Jimmy held Molly as Breena laid her hands on Molly’s head, saying:
“Y'simcha elohim ksarah rivkah rahel v'lei'ah
Y'varech'cha adonai v'yishm'recha
Ya'eir adonai panav eilecha vihuneka
Yisa adonai panav eilecha v'yaseim l'cha shalom.”*
Ya'eir adonai panav eilecha vihuneka
Yisa adonai panav eilecha v'yaseim l'cha shalom.”*
Tim watched, standing just behind Abby, his chin on her shoulder, hands on her hips, fingers lightly rubbing over her belly. This time next year, they’ll be doing this, too. And he knows he’s smiling, knows it probably looks stupid, but he doesn’t care. He kissed Abby’s neck, holding her close to him, thinking the blessing along with Breena, and it doesn’t matter that he’s not sure about the whole God thing, let alone Jewish, he deeply appreciates the value of this, and the vast respect visible in the idea of taking time out each and every week to tell your children you want the best for them and appreciate them.
He wonders idly if things could have been different with his dad if he had grown up in a culture that made time every week to bless your children, if his dad had grown up with that idea and been expected to pass it on.
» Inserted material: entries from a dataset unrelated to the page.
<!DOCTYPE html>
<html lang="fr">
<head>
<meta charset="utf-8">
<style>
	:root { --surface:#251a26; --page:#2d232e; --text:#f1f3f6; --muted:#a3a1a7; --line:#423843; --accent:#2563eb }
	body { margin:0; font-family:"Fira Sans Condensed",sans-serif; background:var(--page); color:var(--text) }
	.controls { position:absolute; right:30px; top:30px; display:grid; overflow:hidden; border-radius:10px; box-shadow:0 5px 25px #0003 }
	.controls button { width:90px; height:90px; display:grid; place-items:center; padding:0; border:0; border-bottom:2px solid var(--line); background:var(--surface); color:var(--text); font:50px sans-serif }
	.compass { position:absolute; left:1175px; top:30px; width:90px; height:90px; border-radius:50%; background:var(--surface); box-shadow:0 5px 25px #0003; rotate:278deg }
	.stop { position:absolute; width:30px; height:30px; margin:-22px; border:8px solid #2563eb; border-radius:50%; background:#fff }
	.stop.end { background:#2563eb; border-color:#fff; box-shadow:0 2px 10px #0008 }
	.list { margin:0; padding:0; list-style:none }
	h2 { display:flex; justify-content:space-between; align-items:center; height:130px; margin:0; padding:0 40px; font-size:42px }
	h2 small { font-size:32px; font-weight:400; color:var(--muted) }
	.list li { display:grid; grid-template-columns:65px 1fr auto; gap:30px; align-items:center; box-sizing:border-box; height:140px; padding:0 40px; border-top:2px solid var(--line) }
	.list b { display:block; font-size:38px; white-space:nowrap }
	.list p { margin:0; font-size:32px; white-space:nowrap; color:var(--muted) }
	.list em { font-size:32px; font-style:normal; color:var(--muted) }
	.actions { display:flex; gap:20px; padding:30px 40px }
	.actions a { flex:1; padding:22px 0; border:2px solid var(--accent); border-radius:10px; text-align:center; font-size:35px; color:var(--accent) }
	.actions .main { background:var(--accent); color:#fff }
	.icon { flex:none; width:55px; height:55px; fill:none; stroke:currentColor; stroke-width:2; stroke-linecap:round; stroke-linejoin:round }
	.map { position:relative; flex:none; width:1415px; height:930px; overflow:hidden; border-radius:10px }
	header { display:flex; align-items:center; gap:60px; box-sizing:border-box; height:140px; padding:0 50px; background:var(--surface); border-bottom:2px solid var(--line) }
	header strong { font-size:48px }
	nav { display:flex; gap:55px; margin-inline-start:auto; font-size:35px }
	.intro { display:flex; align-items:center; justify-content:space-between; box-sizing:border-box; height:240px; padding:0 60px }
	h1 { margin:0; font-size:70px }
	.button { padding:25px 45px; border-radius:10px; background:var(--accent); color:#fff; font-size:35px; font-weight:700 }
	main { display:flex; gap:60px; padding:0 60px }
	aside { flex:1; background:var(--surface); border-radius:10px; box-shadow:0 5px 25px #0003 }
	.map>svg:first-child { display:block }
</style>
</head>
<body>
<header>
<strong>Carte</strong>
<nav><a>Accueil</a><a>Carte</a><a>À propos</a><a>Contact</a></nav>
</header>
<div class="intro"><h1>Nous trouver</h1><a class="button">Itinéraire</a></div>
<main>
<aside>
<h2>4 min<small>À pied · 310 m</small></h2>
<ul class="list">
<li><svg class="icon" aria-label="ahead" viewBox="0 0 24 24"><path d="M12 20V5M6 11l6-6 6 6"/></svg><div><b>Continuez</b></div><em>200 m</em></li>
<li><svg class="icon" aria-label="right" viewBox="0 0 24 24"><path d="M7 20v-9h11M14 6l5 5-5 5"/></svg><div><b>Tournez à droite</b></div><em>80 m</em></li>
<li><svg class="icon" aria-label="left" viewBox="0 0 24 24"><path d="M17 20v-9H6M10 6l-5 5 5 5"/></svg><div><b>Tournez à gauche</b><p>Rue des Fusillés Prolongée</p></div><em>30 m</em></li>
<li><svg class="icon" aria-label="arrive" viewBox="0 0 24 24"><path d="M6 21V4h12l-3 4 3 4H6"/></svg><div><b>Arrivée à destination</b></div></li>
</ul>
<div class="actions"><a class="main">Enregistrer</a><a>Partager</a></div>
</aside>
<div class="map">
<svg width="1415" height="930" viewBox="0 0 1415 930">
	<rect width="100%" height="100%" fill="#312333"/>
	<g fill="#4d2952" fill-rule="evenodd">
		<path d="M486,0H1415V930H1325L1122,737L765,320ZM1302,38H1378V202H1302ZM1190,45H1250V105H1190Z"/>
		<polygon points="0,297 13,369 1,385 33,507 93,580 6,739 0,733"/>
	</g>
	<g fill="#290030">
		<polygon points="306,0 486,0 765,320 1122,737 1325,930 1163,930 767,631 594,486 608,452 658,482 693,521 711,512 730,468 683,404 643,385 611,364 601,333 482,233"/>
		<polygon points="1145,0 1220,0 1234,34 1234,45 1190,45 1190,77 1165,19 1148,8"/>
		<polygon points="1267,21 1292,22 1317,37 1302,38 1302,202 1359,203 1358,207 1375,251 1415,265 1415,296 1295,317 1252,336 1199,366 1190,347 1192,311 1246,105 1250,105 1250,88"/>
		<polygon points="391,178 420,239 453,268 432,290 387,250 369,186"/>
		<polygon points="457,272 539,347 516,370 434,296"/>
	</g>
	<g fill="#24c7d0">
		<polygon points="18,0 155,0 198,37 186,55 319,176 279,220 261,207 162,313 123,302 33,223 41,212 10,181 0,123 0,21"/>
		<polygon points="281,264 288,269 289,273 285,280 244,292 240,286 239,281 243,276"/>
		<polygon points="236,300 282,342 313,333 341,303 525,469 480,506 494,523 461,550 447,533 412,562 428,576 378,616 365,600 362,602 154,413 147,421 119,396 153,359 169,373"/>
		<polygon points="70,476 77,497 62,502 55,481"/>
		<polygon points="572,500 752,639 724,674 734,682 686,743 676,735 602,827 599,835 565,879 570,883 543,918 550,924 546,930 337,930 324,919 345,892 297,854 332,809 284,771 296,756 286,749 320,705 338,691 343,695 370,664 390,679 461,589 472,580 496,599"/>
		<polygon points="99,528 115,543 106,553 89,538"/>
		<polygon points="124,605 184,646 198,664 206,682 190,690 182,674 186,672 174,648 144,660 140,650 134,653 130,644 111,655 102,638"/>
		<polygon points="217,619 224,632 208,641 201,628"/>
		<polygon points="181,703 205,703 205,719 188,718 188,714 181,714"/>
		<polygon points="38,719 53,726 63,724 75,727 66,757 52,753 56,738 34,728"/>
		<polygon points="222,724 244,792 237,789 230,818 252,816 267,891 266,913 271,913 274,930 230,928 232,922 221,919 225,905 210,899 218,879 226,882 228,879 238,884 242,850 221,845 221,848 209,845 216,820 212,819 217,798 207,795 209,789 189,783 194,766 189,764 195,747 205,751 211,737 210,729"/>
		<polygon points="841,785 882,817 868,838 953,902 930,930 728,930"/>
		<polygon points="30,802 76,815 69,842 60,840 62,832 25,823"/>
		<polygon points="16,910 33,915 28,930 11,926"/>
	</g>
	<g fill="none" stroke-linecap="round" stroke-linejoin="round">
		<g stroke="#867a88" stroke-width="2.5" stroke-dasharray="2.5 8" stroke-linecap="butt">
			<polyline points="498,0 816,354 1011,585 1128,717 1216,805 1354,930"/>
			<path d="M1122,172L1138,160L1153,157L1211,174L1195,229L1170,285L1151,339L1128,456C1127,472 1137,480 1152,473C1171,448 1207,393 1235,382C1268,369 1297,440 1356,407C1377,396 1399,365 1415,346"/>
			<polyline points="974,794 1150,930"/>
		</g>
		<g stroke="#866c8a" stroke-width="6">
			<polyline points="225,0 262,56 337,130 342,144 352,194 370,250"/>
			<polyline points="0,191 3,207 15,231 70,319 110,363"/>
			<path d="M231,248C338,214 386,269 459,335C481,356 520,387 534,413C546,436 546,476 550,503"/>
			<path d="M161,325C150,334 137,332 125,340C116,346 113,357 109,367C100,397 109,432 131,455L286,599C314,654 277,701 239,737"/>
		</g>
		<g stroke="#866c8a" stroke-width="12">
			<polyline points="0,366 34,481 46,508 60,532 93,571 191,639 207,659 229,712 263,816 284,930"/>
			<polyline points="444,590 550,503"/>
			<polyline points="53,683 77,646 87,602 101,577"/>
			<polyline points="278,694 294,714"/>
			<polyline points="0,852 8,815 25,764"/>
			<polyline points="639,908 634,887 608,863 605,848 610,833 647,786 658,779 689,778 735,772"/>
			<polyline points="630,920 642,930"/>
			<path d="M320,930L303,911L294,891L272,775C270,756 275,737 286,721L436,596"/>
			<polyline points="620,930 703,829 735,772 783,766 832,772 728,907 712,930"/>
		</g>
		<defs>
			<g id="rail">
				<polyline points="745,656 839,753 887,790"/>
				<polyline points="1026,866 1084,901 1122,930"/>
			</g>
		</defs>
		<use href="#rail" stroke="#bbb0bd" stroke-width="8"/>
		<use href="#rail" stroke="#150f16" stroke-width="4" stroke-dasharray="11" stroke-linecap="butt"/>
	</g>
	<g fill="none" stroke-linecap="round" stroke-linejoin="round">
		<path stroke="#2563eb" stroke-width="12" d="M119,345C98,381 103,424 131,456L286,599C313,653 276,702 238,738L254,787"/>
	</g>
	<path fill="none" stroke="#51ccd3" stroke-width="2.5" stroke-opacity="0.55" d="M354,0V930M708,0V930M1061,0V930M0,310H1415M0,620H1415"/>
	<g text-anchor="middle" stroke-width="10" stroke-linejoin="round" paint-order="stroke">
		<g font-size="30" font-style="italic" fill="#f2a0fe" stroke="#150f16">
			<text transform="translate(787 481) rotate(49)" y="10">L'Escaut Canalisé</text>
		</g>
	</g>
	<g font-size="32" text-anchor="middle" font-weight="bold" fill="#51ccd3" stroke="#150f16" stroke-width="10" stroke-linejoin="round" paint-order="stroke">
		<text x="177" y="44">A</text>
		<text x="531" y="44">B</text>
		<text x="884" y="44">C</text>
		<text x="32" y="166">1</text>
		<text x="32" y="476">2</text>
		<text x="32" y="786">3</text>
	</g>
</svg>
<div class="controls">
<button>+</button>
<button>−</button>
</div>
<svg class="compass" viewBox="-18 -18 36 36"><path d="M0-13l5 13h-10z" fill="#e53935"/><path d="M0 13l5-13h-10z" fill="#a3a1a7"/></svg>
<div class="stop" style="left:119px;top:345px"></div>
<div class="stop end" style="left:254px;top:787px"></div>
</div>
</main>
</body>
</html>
Hell, if he had grown up in a culture that expected you to put the working world aside one day a week and spend it resting with the people you loved. He catches Tony’s eye and has the feeling that Tony’s thought the same thing, maybe not right this second, but he’s wondered it.
Probably wouldn’t have mattered. Theoretically Catholics take Sundays off. His dad didn’t. Tony’s didn’t either. Eli David did grow up in this culture; it didn’t seem to do much for him. Not that John McGee or Tony DiNozzo Sr. were any prizes when it came to the dad lottery, but Eli David wasn’t so much a different level of bad dad, as an entirely different category. Though, in trying to be fair, Tim doesn’t know what Eli was like before Tali died, his family shattered, or Ari turned on him. Ziva doesn’t talk about that much.
But as he pets Abby’s stomach, he knows he will be a man who makes the time to be with his kids. And that the tiny person growing inside Abby is going to know that every single day of her life, she’s been loved.